What this task involves: Tell me, please, how many lines in the records below include the word "image". Give no more than the number.

Source information:
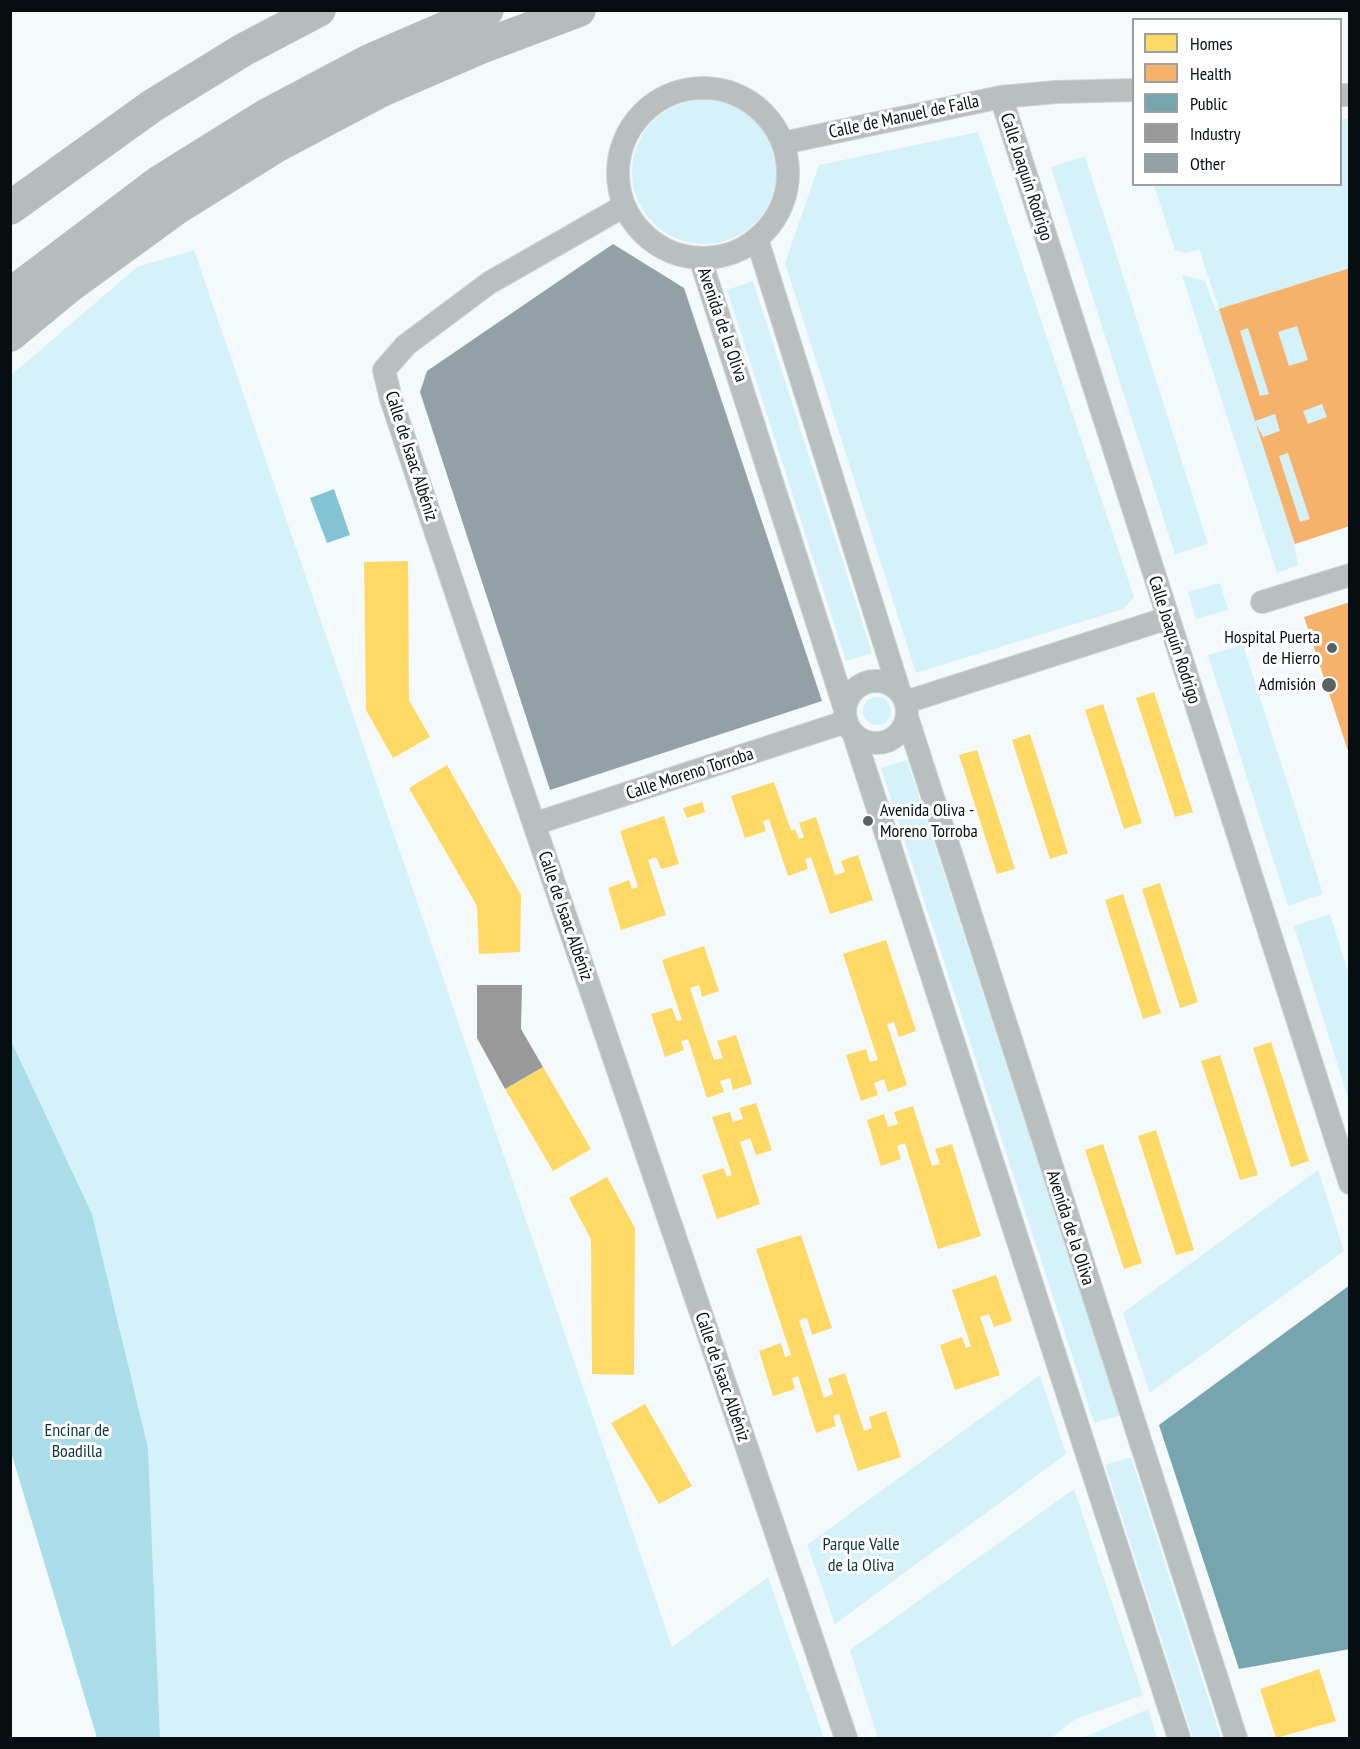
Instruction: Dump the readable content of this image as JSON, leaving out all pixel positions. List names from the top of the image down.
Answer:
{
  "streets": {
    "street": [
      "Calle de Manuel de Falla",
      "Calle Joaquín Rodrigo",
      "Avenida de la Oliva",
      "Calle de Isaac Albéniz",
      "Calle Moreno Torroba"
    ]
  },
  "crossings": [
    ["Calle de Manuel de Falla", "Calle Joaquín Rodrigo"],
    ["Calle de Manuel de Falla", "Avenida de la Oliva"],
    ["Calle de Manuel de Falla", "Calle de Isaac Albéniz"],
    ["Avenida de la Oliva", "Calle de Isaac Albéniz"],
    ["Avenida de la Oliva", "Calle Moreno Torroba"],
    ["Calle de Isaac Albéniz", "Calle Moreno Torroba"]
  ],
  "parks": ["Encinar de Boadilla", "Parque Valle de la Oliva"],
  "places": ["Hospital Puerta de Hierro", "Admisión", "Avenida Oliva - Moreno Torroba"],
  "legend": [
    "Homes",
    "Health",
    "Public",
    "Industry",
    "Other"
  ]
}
...
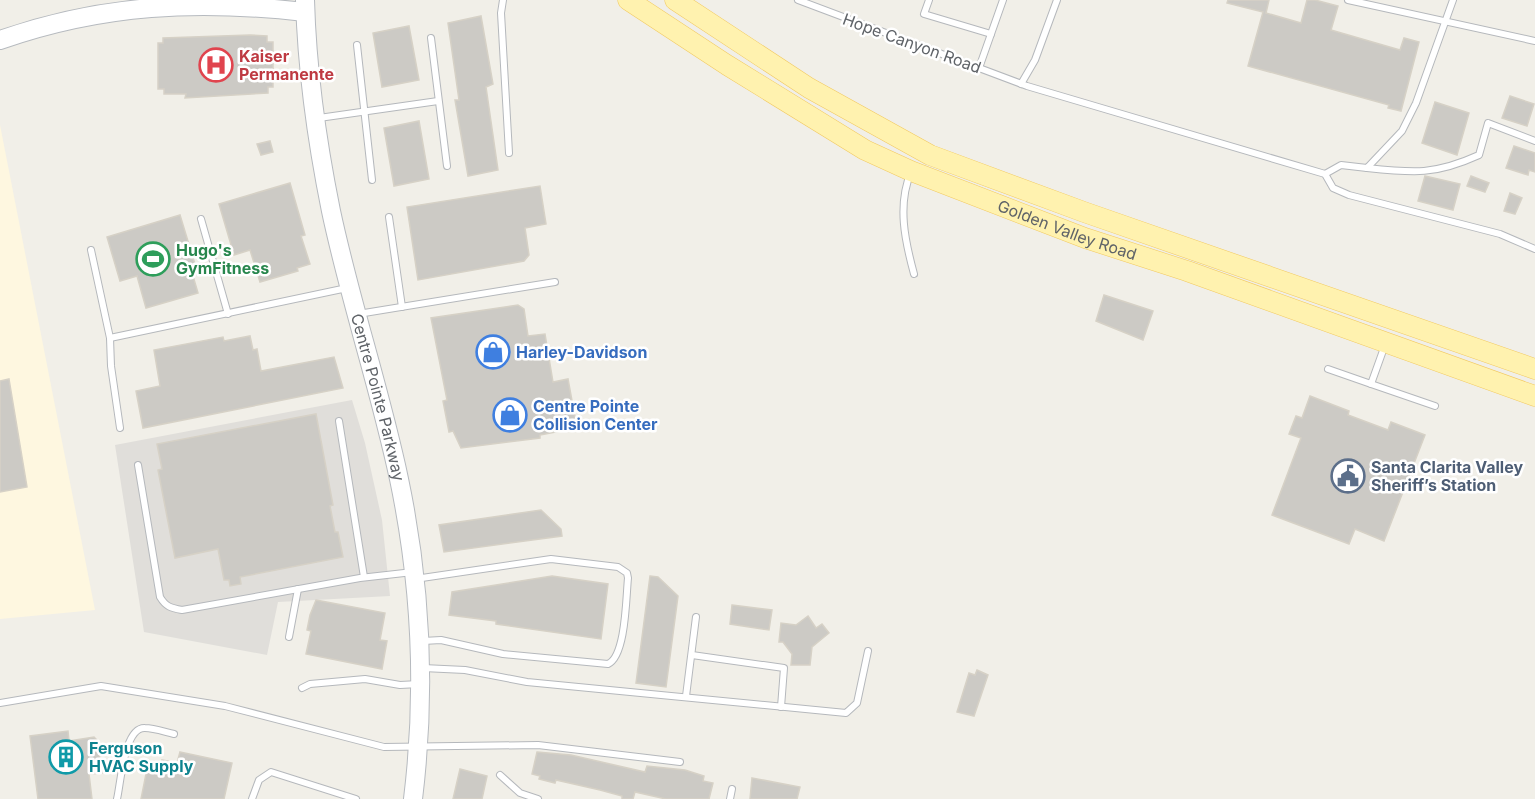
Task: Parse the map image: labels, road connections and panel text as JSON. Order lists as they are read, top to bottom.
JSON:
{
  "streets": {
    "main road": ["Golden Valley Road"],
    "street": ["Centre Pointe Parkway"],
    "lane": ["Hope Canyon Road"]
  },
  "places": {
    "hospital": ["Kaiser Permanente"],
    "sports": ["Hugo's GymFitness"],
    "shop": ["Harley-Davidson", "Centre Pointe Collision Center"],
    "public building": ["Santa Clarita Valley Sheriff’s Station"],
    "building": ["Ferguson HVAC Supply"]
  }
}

Reply: 2